- [Task to carry out]: The part to set down runs from the first line of the data below through the line with "Extract the structured data from the screen", inclusive; write it exactly and leave out the pictures.

+++ Data for review +++

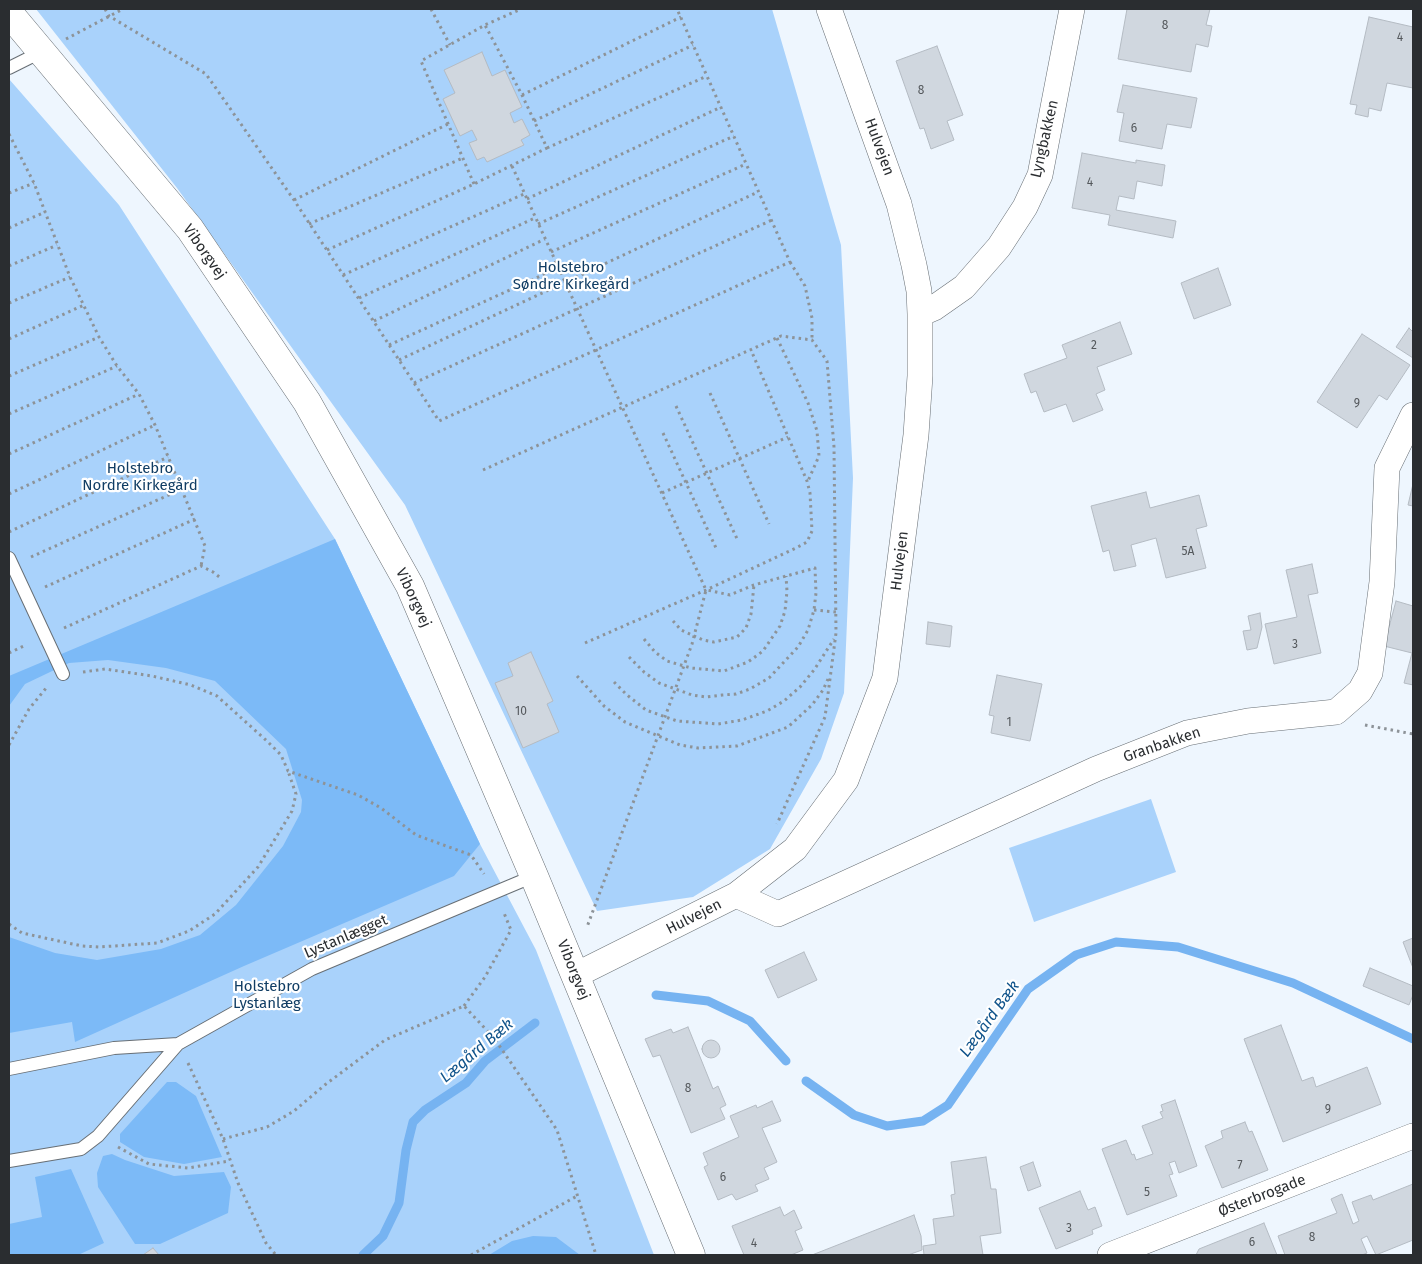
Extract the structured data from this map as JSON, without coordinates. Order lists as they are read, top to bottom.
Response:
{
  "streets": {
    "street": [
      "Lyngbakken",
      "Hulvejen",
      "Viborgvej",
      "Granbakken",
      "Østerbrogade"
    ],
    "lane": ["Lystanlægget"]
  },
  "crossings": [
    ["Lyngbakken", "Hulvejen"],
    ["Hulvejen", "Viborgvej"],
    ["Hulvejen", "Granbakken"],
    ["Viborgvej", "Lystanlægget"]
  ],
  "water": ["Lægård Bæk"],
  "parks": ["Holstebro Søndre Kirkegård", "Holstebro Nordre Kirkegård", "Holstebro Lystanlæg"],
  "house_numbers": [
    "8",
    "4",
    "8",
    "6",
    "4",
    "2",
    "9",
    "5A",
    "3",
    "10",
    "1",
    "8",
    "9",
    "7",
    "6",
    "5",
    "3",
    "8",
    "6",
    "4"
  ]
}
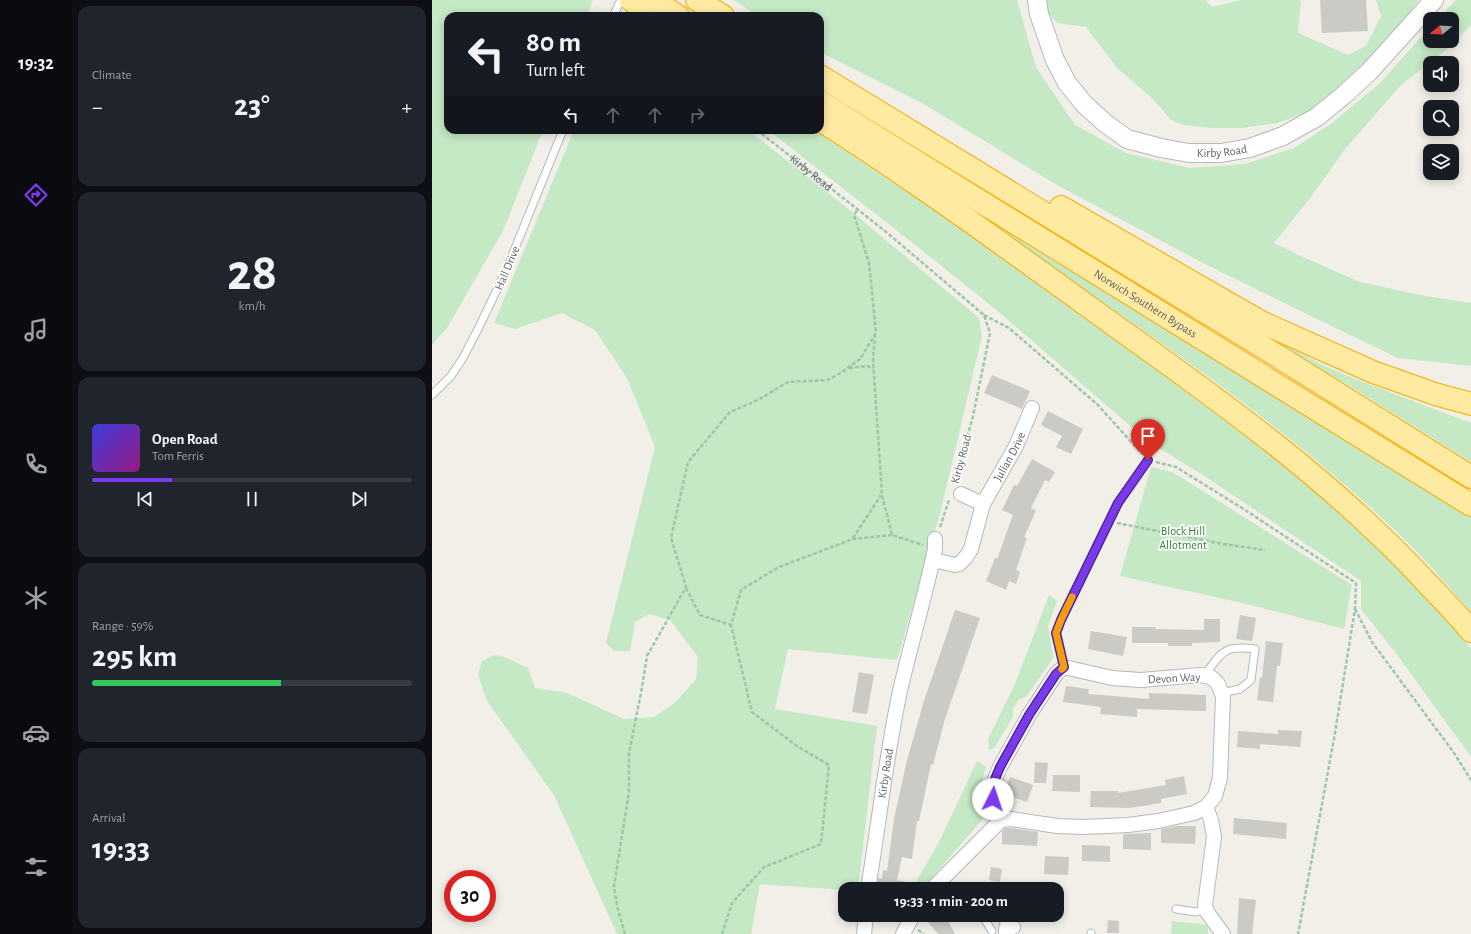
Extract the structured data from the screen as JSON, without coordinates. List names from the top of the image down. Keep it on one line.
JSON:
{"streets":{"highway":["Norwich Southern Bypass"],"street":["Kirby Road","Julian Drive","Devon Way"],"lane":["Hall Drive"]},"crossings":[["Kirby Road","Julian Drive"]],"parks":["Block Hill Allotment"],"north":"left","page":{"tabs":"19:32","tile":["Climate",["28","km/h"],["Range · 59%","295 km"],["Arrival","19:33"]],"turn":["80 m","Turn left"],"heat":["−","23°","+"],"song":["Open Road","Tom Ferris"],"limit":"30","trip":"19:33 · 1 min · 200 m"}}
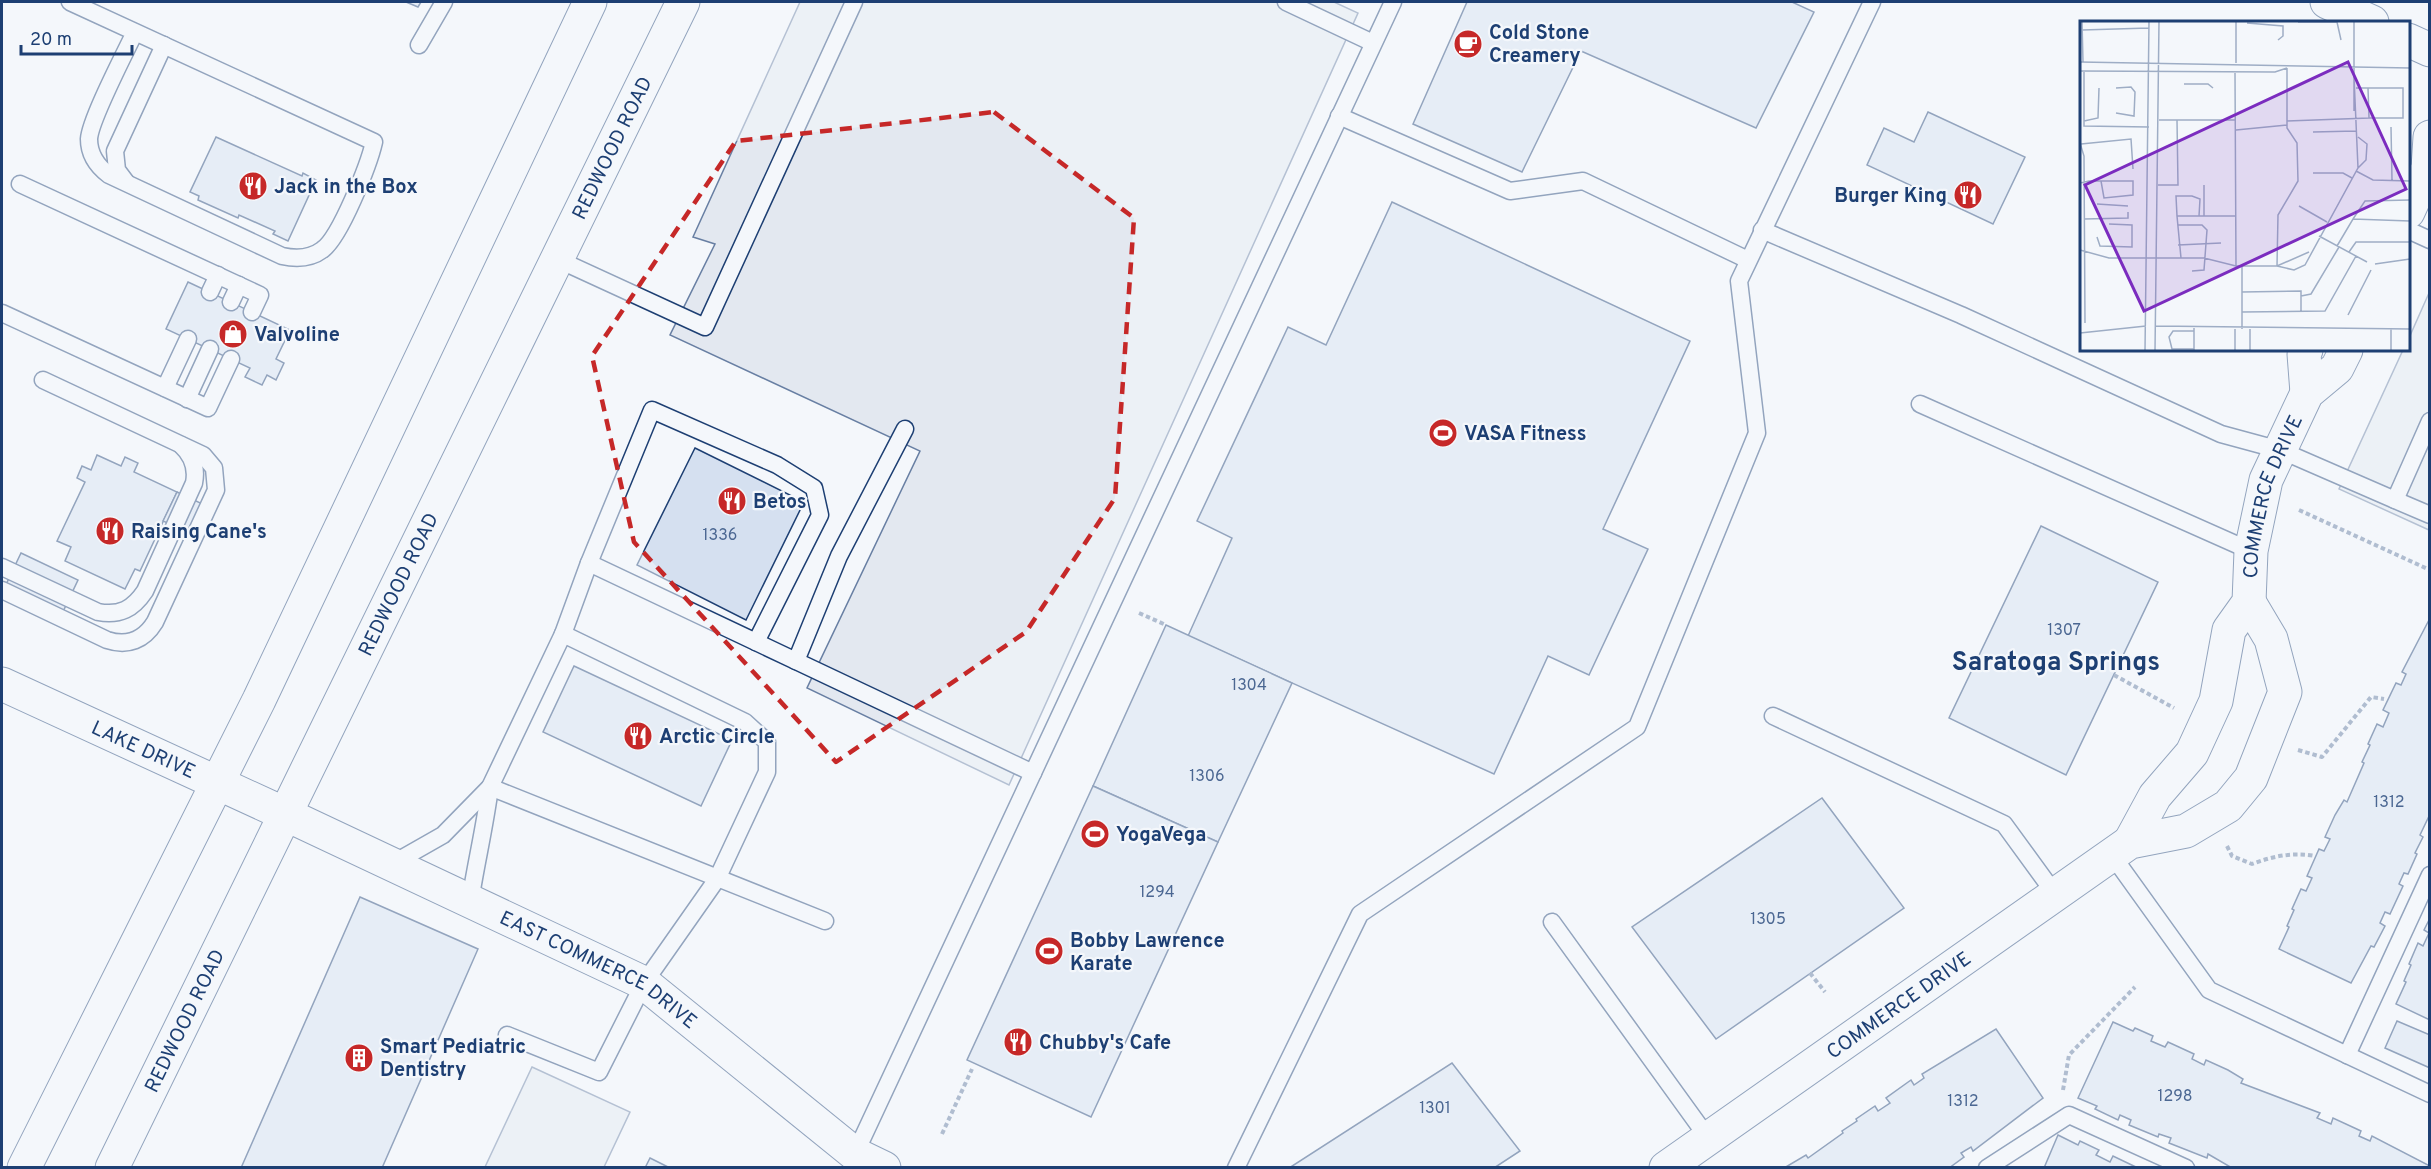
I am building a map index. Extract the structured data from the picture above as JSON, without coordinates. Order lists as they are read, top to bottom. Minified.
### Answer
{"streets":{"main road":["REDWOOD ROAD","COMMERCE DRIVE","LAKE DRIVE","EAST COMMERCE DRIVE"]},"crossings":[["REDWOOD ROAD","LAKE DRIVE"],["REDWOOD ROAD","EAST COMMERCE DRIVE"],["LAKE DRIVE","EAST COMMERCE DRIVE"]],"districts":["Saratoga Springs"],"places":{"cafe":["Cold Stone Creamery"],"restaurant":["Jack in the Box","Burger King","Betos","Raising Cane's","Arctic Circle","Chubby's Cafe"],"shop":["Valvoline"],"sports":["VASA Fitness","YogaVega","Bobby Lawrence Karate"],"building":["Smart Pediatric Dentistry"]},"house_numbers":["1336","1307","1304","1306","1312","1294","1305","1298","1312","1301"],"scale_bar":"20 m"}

+++

- [Task result]:
Extract the structured data from this map as JSON, without coordinates. Order lists as they are read, top to bottom.
Response:
{
  "streets": {
    "street": [
      "Lyngbakken",
      "Hulvejen",
      "Viborgvej",
      "Granbakken",
      "Østerbrogade"
    ],
    "lane": ["Lystanlægget"]
  },
  "crossings": [
    ["Lyngbakken", "Hulvejen"],
    ["Hulvejen", "Viborgvej"],
    ["Hulvejen", "Granbakken"],
    ["Viborgvej", "Lystanlægget"]
  ],
  "water": ["Lægård Bæk"],
  "parks": ["Holstebro Søndre Kirkegård", "Holstebro Nordre Kirkegård", "Holstebro Lystanlæg"],
  "house_numbers": [
    "8",
    "4",
    "8",
    "6",
    "4",
    "2",
    "9",
    "5A",
    "3",
    "10",
    "1",
    "8",
    "9",
    "7",
    "6",
    "5",
    "3",
    "8",
    "6",
    "4"
  ]
}
Extract the structured data from the screen as JSON, without coordinates. List names from the top of the image down. Keep it on one line.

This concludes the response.